You should think carefully about whether or not the changes you make to your package are a bug fix, a new feature, or a breaking change, and update the package version accordingly. Note that if you remove any paths from exports or any export conditions inside them from your existing library, that should be regarded as a breaking change.

{
	"exports": {
		".": {
			"types": "./dist/index.d.ts",
// changing `svelte` to `default` is a breaking change:
			"svelte": "./dist/index.js"
			"default": "./dist/index.js"
		},
// removing this is a breaking change:
		"./foo": {
			"types": "./dist/foo.d.ts",
			"svelte": "./dist/foo.js",
			"default": "./dist/foo.js"
		},
// adding this is ok:
		"./bar": {
			"types": "./dist/bar.d.ts",
			"svelte": "./dist/bar.js",
			"default": "./dist/bar.js"
		}
	}
}

Options

svelte-package accepts the following options:

  • -w / --watch — watch files in src/lib for changes and rebuild the package
  • -i / --input — the input directory which contains all the files of the package.

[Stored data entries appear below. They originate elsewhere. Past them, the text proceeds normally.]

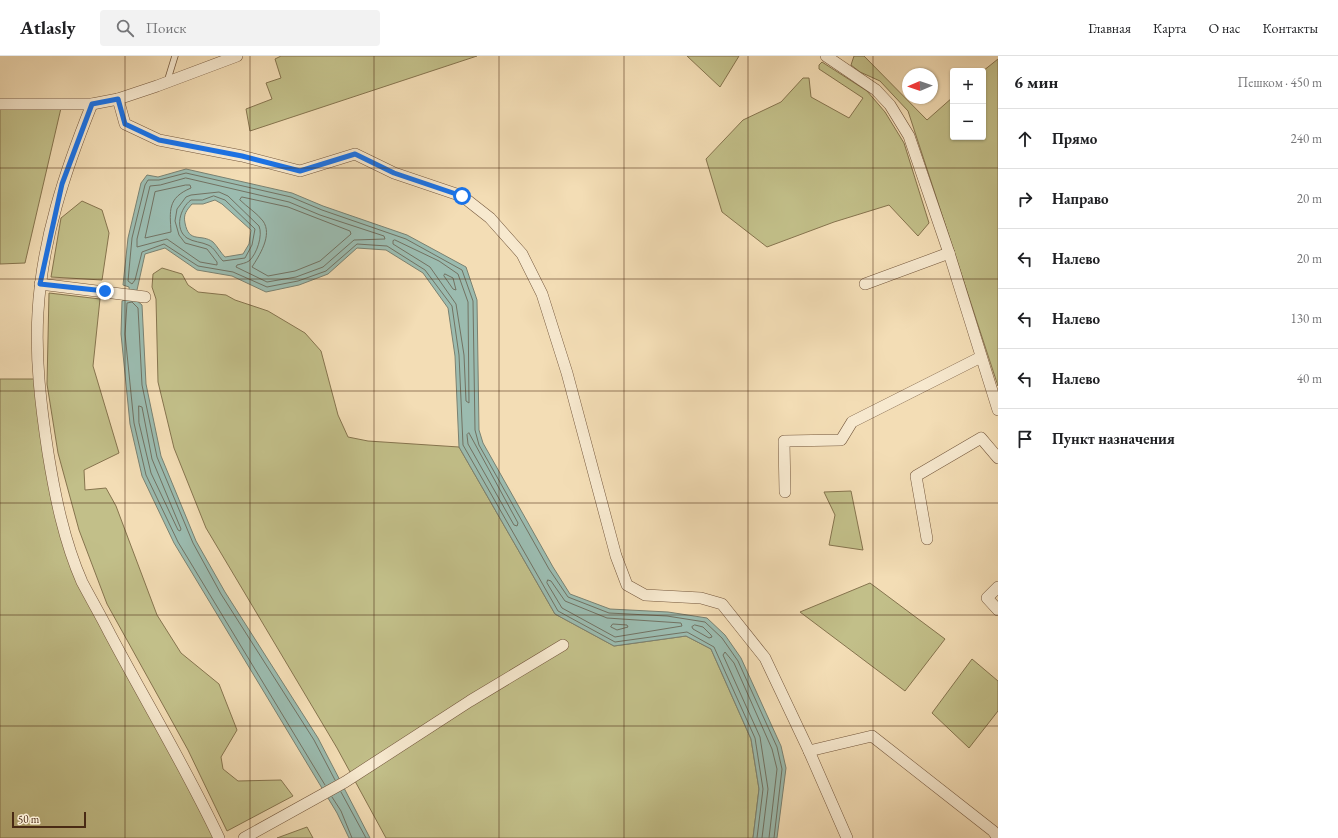 <!DOCTYPE html>
<html lang="ru">
<meta charset="utf-8">
<style>
:root{--surface:#fff;--page:#f2f2f2;--text:#202124;--muted:#757577;--line:#e0e0e0}
body{margin:0;font-family:"EB Garamond",serif;background:var(--page);color:var(--text)}
.controls{position:absolute;right:12px;top:12px;display:grid;overflow:hidden;border-radius:4px;box-shadow:0 1px 3px #0004}
.controls button{width:36px;height:36px;display:grid;place-items:center;padding:0;border:0;border-bottom:1px solid var(--line);background:var(--surface);color:var(--text);font:20px sans-serif}
.compass{position:absolute;left:902px;top:12px;width:36px;height:36px;border-radius:50%;background:var(--surface);box-shadow:0 1px 3px #0004;rotate:268deg}
.scale{position:absolute;left:12px;bottom:10px;width:74px;box-sizing:border-box;padding-left:4px;border:2px solid #492a14;border-top:0;font-size:11px;line-height:14px;white-space:nowrap;color:#492a14;-webkit-text-stroke:3px #f7e9cf;paint-order:stroke}
.stop{position:absolute;width:12px;height:12px;margin:-9px;border:3px solid #1a73e8;border-radius:50%;background:#fff}
.stop.end{background:#1a73e8;border-color:#fff;box-shadow:0 1px 4px #0008}
.list{margin:0;padding:0;list-style:none}
h2{display:flex;justify-content:space-between;align-items:center;height:52px;margin:0;padding:0 16px;font-size:17px}
h2 small{font-size:13px;font-weight:400;color:var(--muted)}
.list li{display:grid;grid-template-columns:26px 1fr auto;gap:12px;align-items:center;box-sizing:border-box;height:60px;padding:0 16px;border-top:1px solid var(--line)}
.list b{display:block;font-size:15px;white-space:nowrap}
.list em{font-size:13px;font-style:normal;color:var(--muted)}
.icon{flex:none;width:22px;height:22px;fill:none;stroke:currentColor;stroke-width:2;stroke-linecap:round;stroke-linejoin:round}
.map{position:relative;flex:none;width:998px;height:782px;overflow:hidden}
header{display:flex;align-items:center;gap:24px;box-sizing:border-box;height:56px;padding:0 20px;background:var(--surface);border-bottom:1px solid var(--line)}
header strong{font-size:19px}
nav{display:flex;gap:22px;margin-inline-start:auto;font-size:14px}
.search{width:280px;height:36px;background:var(--page);display:flex;align-items:center;gap:10px;box-sizing:border-box;padding:0 14px;border-radius:4px;color:var(--muted);font-size:15px}
main{display:flex}
aside{flex:1;background:var(--surface)}
.map>svg:first-child{display:block}
.green{fill:#c2bf89;stroke:#86744e}
.water{fill:#9bbbaf;stroke:#7a8171;fill-rule:evenodd}
.lines{fill:none;stroke-linecap:round;stroke-linejoin:round}
.shore{stroke:#727262;stroke-width:1}
.service-casing{stroke:#74573c;stroke-width:7}
.minor-casing{stroke:#74573c;stroke-width:12}
.service{stroke:#f7e9cf;stroke-width:5.5}
.minor{stroke:#f7e9cf;stroke-width:11}
.route{stroke:#1a73e8;stroke-width:5}
.grid{fill:none;stroke:#492a14;stroke-width:1;stroke-opacity:0.55}
</style>
<header>
<strong>Atlasly</strong>
<div class="search"><svg class="icon" aria-label="search" viewBox="0 0 24 24"><circle cx="10" cy="10" r="6"/><path d="M15 15l6 6"/></svg>Поиск</div>
<nav><a>Главная</a><a>Карта</a><a>О нас</a><a>Контакты</a></nav>
</header>
<main>
<div class="map">
<svg width="998" height="782" viewBox="0 0 998 782">
<rect width="100%" height="100%" fill="#f3ddb5"/>
<filter id="stains"><feTurbulence type="fractalNoise" baseFrequency=".005" numOctaves="4"/><feColorMatrix values="0 0 0 0 .2 0 0 0 0 .09 0 0 0 0 .02 0 0 0 .5 -.17"/></filter>
<radialGradient id="worn" r=".72"><stop offset=".6" stop-color="#630" stop-opacity="0"/><stop offset="1" stop-color="#630" stop-opacity=".3"/></radialGradient>
<!-- green -->
<g class="green">
<polygon points="281,0 477,0 250,75 246,53 272,43 266,27 281,22 275,3"/>
<polygon points="687,0 739,0 720,31"/>
<polygon points="854,0 864,0 927,64 953,41 953,81 983,81 983,15 998,3 998,330 908,55 880,25 860,16 851,9"/>
<polygon points="822,6 867,35 885,56 904,87 929,167 918,180 889,149 834,166 767,191 722,156 706,103 743,64 781,46 803,22 809,22 811,41 849,62 863,42 819,13 819,9"/>
<polygon points="0,48 61,52 25,207 0,208"/>
<polygon points="82,145 102,154 109,177 102,224 51,221 61,162"/>
<polygon points="162,212 182,218 188,229 198,236 226,239 235,244 268,255 305,277 321,295 338,359 348,381 368,385 459,391 555,558 614,590 686,580 711,593 751,683 759,733 753,782 386,782 337,692 206,472 174,392 158,326 156,243 152,231 153,218"/>
<polygon points="49,237 100,243 93,310 119,397 84,414 85,434 106,432 116,450 157,559 181,597 219,628 237,674 221,701 223,713 238,725 281,724 293,740 227,775 188,694 107,548 79,474 58,397 47,328"/>
<polygon points="0,323 39,323 54,433 82,525 219,782 0,782"/>
<polygon points="851,435 863,494 829,489 835,459 824,436"/>
<polygon points="870,527 945,583 905,635 800,556"/>
<polygon points="972,603 998,625 998,655 969,692 932,657"/>
<polygon points="307,771 313,782 277,782"/>
</g>
<!-- water -->
<path class="water" d="M186 113 292 137 323 150 407 179 466 211 477 244 479 374 483 387 553 511 570 538 610 553 668 556 707 562 725 579 741 602 781 690 786 712 777 782H753L759 733 751 683 711 593 686 580 614 590 555 558 459 391 455 300 448 252 423 217 386 194 357 192 328 218 299 229 266 236 232 220 197 214 165 192 145 198 135 243 142 249 146 328 161 400 196 485 225 536 318 682 370 782H349L337 757 174 487 142 420 130 368 121 278 122 245 130 242 129 231 123 229 128 182 141 127 147 119 158 121ZM215 144 222 148 251 174 249 188 243 198 225 201C221 197 217 190 213 186 201 177 189 188 185 167 183 158 187 154 192 148H203Z"/>
<g class="lines">
<!-- shore -->
<g class="shore">
<path d="M186 122 289 146 320 159 384 180 385 183 354 184 323 211 296 221 267 226 236 211 237 209C241 208 246 207 249 205 257 198 263 179 259 170L228 140 219 136 191 139 186 141 177 153 175 165 179 179 185 187 207 193 217 206V209L200 206 167 183 137 191V183L150 130 160 129Z"/>
<path d="M186 129H190L191 132C167 142 170 155 171 176L145 182 155 136Z"/>
<path d="M214 140 225 144 255 173 252 189 245 202 223 205C218 200 214 191 208 189 202 186 193 186 187 182 174 173 180 152 191 144H202Z"/>
<path d="M242 141 288 151 350 175 351 178 320 205 295 215 268 220 252 211C259 200 273 179 263 165 257 157 247 151 240 144Z"/>
<polygon points="395,184 439,205 458,218 468,246 469,347 466,345 464,299 456,248 430,211 393,188 393,185"/>
<polygon points="445,218 453,222 456,234 453,233 444,220"/>
<polygon points="139,350 142,351 152,403 181,473 180,475 178,474 151,417 139,367"/>
<polygon points="469,377 518,467 517,470 514,469 468,388 467,379"/>
<polygon points="548,524 551,525 565,545 607,562 681,567 682,570 615,581 562,552 547,527"/>
<polygon points="613,568 627,569 628,571 617,574 611,571"/>
<polygon points="695,569 703,571 711,579 712,581 709,582 693,573 692,571"/>
<polyline points="325,729 178,486 146,419 134,367 125,278 127,247 132,246 138,252 142,329 157,401 193,487 221,538 314,684 335,724"/>
<polyline points="341,736 366,782"/>
<polyline points="332,741 341,755 352,782"/>
<polyline points="757,782 763,733 755,682 714,591 687,576 615,586 558,555 463,389 459,299 452,250 425,214 387,190 357,188 326,215 298,225 267,231 233,216 198,210 164,188 142,196 135,224 132,228 128,225 132,182 145,129 148,124 159,124 186,117 291,141 322,154 406,183 462,214 473,245 475,374 479,389 549,513 568,541 609,557 667,560 705,566 722,582 738,605 777,691 782,713 774,782"/>
<polyline points="762,782 768,733 760,681 723,599 725,596 734,607 772,693 777,713 769,782"/>
</g>
<defs>
<polyline id="service" points="167,26 175,0"/>
<g id="minor">
<polyline points="826,0 876,34 890,49 909,80 949,197 998,354"/>
<polyline points="118,43 125,68 159,84 242,100 300,115 355,98 394,117 462,140 490,162 522,198 542,238 567,317 616,500 627,529 645,539 701,542 722,548 765,602 809,695 847,782"/>
<polyline points="0,48 92,48 118,43 157,30 237,0"/>
<path d="M92 48C65 115 42 184 38 256 35 303 41 351 48 397 55 440 64 485 82 526 91 543 101 560 110 578 146 646 186 712 219 782"/>
<polyline points="40,228 145,241"/>
<polyline points="865,228 949,197"/>
<polyline points="785,436 784,385 841,384 852,366 981,301"/>
<polyline points="927,483 916,420 981,382 998,402"/>
<polyline points="998,531 987,542 998,554"/>
<polyline points="809,695 872,680 993,775 998,782"/>
<polyline points="244,782 345,726 470,645 563,589"/>
</g>
</defs>
<!-- service casing -->
<use href="#service" class="service-casing"/>
<!-- minor casing -->
<use href="#minor" class="minor-casing"/>
<!-- service -->
<use href="#service" class="service"/>
<!-- minor -->
<use href="#minor" class="minor"/>
</g>
<g class="lines">
<!-- route -->
<polyline class="route" points="105,235 40,228 62,128 92,48 118,43 125,68 159,84 242,100 300,115 355,98 394,117 462,140"/>
</g>
<!-- grid -->
<path class="grid" d="M125 0V782M250 0V782M374 0V782M499 0V782M624 0V782M748 0V782M873 0V782M0 112H998M0 223H998M0 335H998M0 447H998M0 559H998M0 670H998"/>
<rect width="100%" height="100%" filter="url(#stains)"/>
<rect width="100%" height="100%" fill="url(#worn)"/>
</svg>
<div class="controls">
<button>+</button>
<button>−</button>
</div>
<svg class="compass" viewBox="-18 -18 36 36"><path d="M0-13l5 13h-10z" fill="#e53935"/><path d="M0 13l5-13h-10z" fill="#757577"/></svg>
<div class="scale">50 m</div>
<div class="stop" style="left:462px;top:140px"></div>
<div class="stop end" style="left:105px;top:235px"></div>
</div>
<aside>
<h2>6 мин<small>Пешком · 450 m</small></h2>
<ul class="list">
<li><svg class="icon" aria-label="ahead" viewBox="0 0 24 24"><path d="M12 20V5M6 11l6-6 6 6"/></svg><div><b>Прямо</b></div><em>240 m</em></li>
<li><svg class="icon" aria-label="right" viewBox="0 0 24 24"><path d="M7 20v-9h11M14 6l5 5-5 5"/></svg><div><b>Направо</b></div><em>20 m</em></li>
<li><svg class="icon" aria-label="left" viewBox="0 0 24 24"><path d="M17 20v-9H6M10 6l-5 5 5 5"/></svg><div><b>Налево</b></div><em>20 m</em></li>
<li><svg class="icon" aria-label="left" viewBox="0 0 24 24"><path d="M17 20v-9H6M10 6l-5 5 5 5"/></svg><div><b>Налево</b></div><em>130 m</em></li>
<li><svg class="icon" aria-label="left" viewBox="0 0 24 24"><path d="M17 20v-9H6M10 6l-5 5 5 5"/></svg><div><b>Налево</b></div><em>40 m</em></li>
<li><svg class="icon" aria-label="arrive" viewBox="0 0 24 24"><path d="M6 21V4h12l-3 4 3 4H6"/></svg><div><b>Пункт назначения</b></div></li>
</ul>
</aside>
</main>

Defaults to src/lib
  • -o / --output — the output directory where the processed files are written to. Your package.json’s exports should point to files inside there, and the files array should include that folder. Defaults to dist
  • -t / --types — whether or not to create type definitions (d.ts files). We strongly recommend doing this as it fosters ecosystem library quality. Defaults to true
  • --tsconfig - the path to a tsconfig or jsconfig. When not provided, searches for the next upper tsconfig/jsconfig in the workspace path.

Publishing

To publish the generated package:

npm publish

Caveats

All relative file imports need to be fully specified, adhering to Node’s ESM algorithm. This means that for a file like src/lib/something/index.js, you must include the filename with the extension:

import { import somethingsomething } from './something/index.js';

If you are using TypeScript, you need to import .ts files the same way, but using a .js file ending, not a .ts file ending. (This is a TypeScript design decision outside our control.) Setting "moduleResolution": "NodeNext" in your tsconfig.json or jsconfig.json will help you with this.

All files except Svelte files (preprocessed) and TypeScript files (transpiled to JavaScript) are copied across as-is.